SEBI has notified norms that make it mandatory for investment advisers to register with the capital market regulator and also require them to disclose all issues that could result in conflict of interests, among others.
Mumbai: SEBI has notified norms that make it mandatory for investment advisers to register with the capital market regulator and also require them to disclose all issues that could result in conflict of interests, among others.
To ensure more transparency, the new regulations require investment advisers -- banks, non-banking financial companies (NBFCs) and corporates -- would have to segregate their investment advisory services from other activities.
Investment advisers also have to disclose the fee received for their advice on a particular financial product.
The Securities and Exchange Board of India (SEBI) said that all entities engaged in advising on financial products would need to get registered with it.
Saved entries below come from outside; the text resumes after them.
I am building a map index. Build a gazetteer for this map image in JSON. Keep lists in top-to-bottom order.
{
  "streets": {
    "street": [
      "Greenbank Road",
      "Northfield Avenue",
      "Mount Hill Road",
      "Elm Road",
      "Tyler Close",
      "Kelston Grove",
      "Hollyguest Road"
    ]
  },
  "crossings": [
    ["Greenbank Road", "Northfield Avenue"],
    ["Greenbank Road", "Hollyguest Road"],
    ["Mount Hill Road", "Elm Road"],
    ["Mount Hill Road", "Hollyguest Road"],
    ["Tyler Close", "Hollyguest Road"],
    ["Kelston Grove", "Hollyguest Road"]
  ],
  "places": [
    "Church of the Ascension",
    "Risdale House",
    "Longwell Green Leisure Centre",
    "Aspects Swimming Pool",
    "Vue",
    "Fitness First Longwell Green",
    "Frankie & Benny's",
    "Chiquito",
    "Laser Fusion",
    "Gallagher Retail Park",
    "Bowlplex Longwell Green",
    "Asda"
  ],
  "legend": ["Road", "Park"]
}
Besides, the investment advisers need to separate this activity from all other activities such as distribution.
To be an investment adviser, corporate bodies need to have a minimum worth of Rs 25 lakh while the threshold level would be Rs 1 lakh for individuals.
"Investment adviser means any person, who for consideration, is engaged in the business of providing investment advice to clients or other persons or group of persons and includes any person who holds out himself as an investment adviser," SEBI said in a notification on Monday.
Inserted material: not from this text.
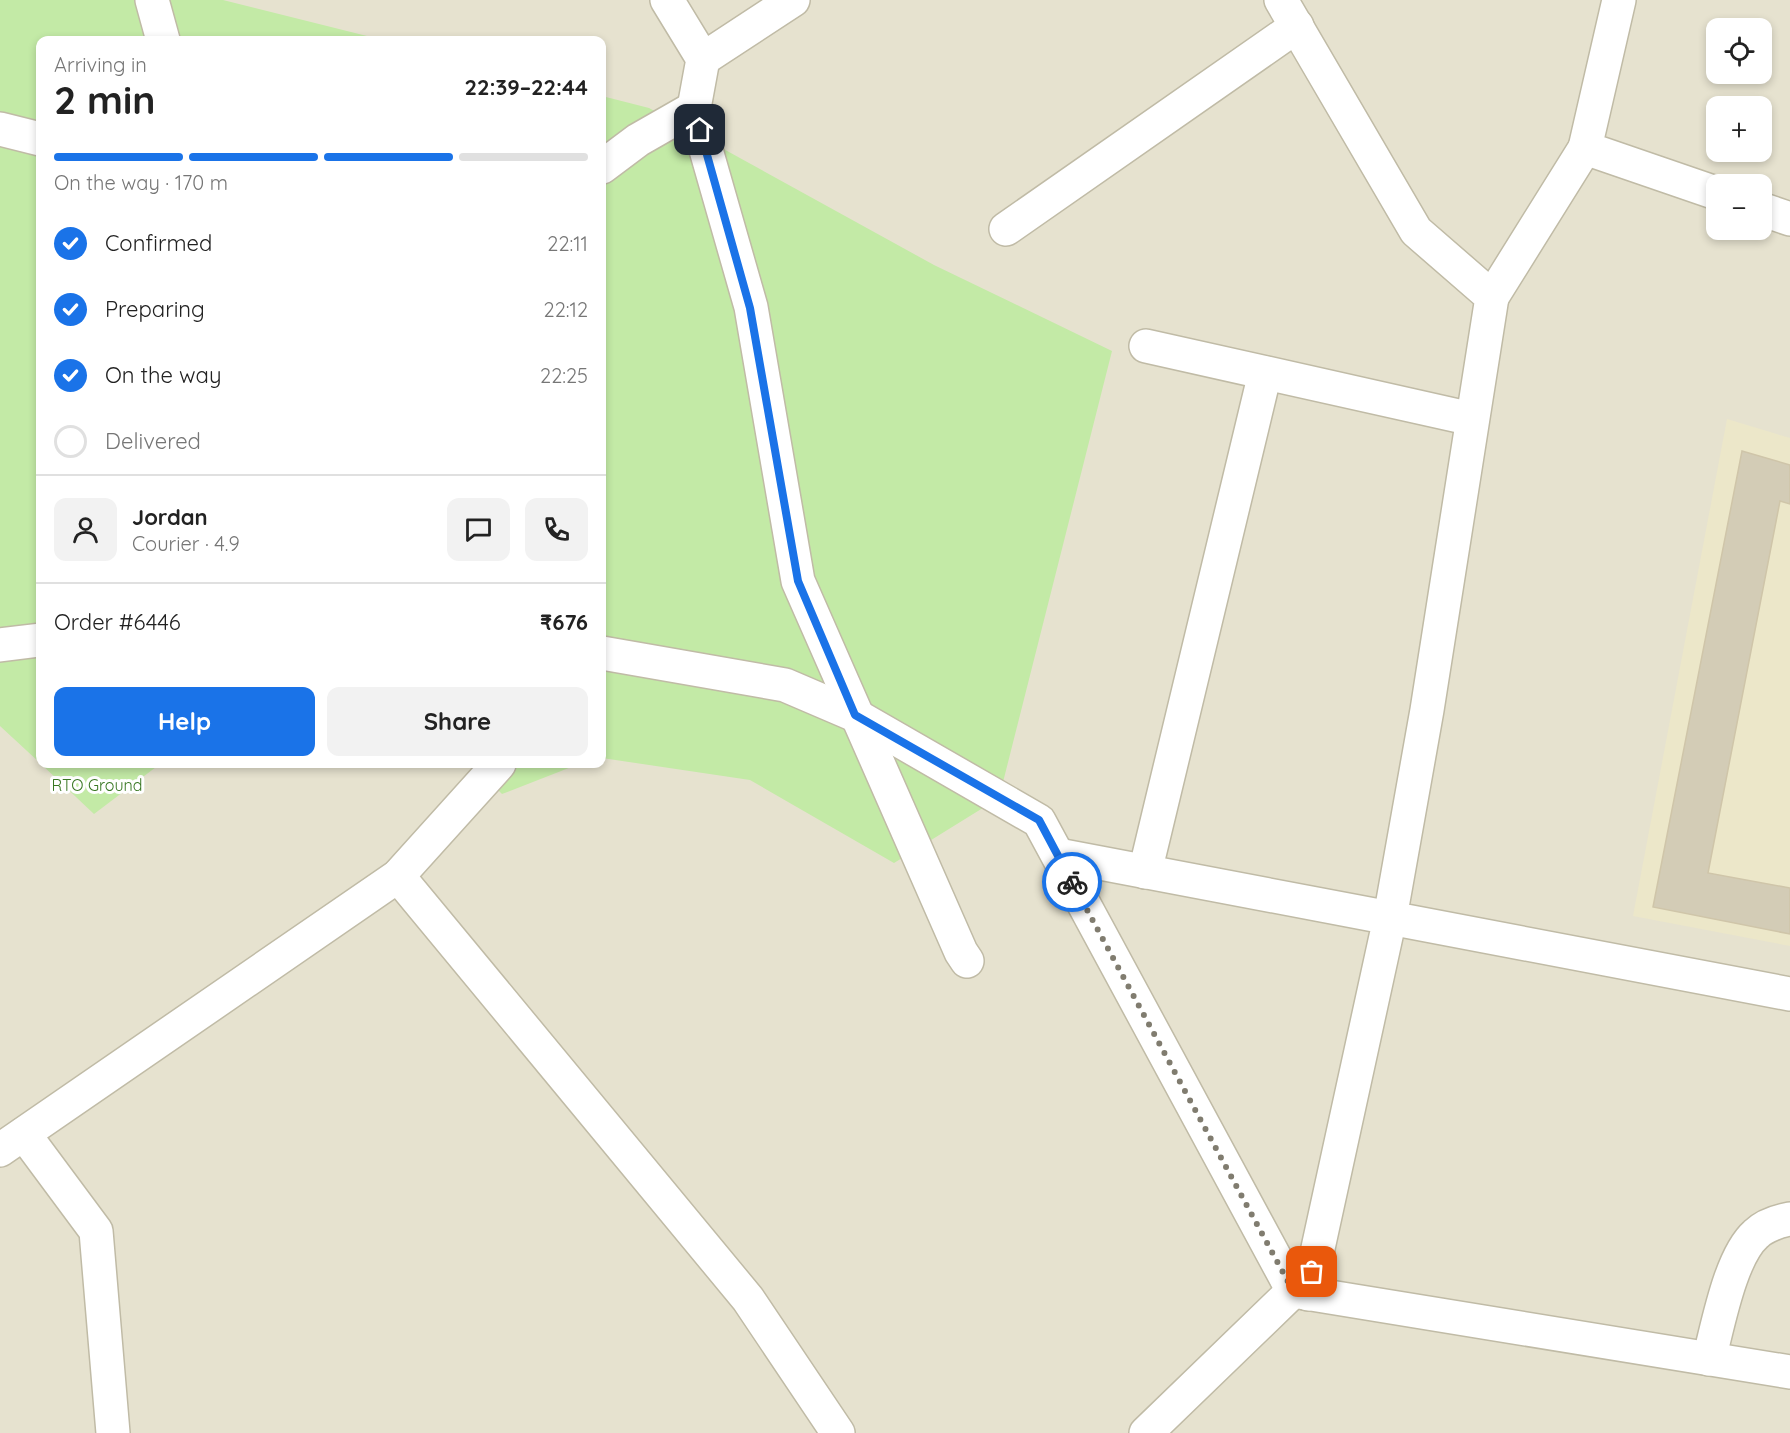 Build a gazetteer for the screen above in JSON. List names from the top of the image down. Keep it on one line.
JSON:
{"parks":["RTO Ground"],"page":{"map_buttons":["+","−"],"heading":["2 min","Arriving in","22:39–22:44"],"panel":["Jordan","Courier · 4.9","Order #6446","₹676"],"bar":"On the way · 170 m","list":[["Confirmed","22:11"],["Preparing","22:12"],["On the way","22:25"],"Delivered"],"buttons":["Help","Share"]}} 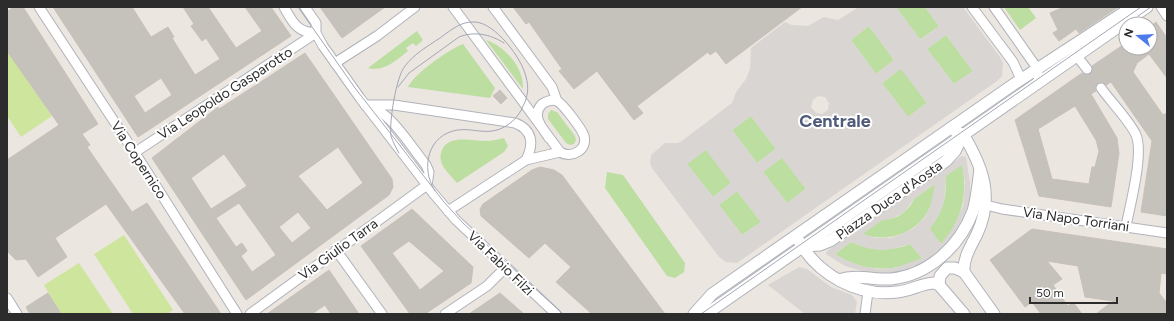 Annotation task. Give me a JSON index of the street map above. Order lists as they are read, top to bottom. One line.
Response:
{"streets":{"street":["Via Leopoldo Gasparotto","Via Copernico","Piazza Duca d'Aosta","Via Napo Torriani","Via Giulio Tarra","Via Fabio Filzi"]},"crossings":[["Via Leopoldo Gasparotto","Via Copernico"],["Via Giulio Tarra","Via Fabio Filzi"]],"districts":["Centrale"],"scale_bar":"50 m","north":"left"}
The market regulator has given a time period of one year for existing investment advisers to comply with necessary capital adequacy requirements.
In a move to curb the risks related to advisory services, the regulator said the investment adviser cannot enter into transactions on its own account contrary to the advice given to clients for at least 15 days from the day of such advice.
SEBI said that advisers must disclose the fee they get for advice on a particular product, their holdings in products on which they are advising, the risks involved and any conflict of interest arising out of their association with issuers of the financial products.
It would be mandatory for investment advisors to maintain all records like know your customer (KYC), risk profiling, suitability sheets, agreement copies, investment advice, whether oral or written, data on fees and time of providing advice for at least five years either in electronic or physical form.
The guidelines, which would come into force within three months, require advisers to be certified by SEBI.
Entities which are working as advisers have to receive the certification within six months of the rules coming into force. The certification would be valid for five years and has to be renewed three months before the expiry.
However, Sebi has exempted a few individual from registration including those who give general advice in good faith, advocates, who advice their clients incidental to legal practice and insurance agents who give investment advice solely on insurance products.
"An investment adviser shall act in a fiduciary capacity towards its clients and shall disclose all conflicts of interests as and when they arise," Sebi said.
The regulator said existing investment advisers seeking registration under the regulations should ensure their partners and representatives obtain such certification within two years from the date of commencement of these regulations and the same is renewed before the expiry.
Sebi said an individual registered as an investment adviser, partner or representative of an investment advisor registered under these regulations offering investment advice should have professional qualification or post-graduate degree/ diploma in finance, accountancy, business management, commerce, economics, capital market, banking, insurance.
Alternatively, a graduate in any discipline with an experience of at least five years relating to advice in financial products/securities/fund/asset or portfolio management would also qualify.
Last year Sebi had said entities providing paid investment advice to various market players would be regulated. In 2011, Sebi had floated a paper on regulating investment advisers and the same had received good response.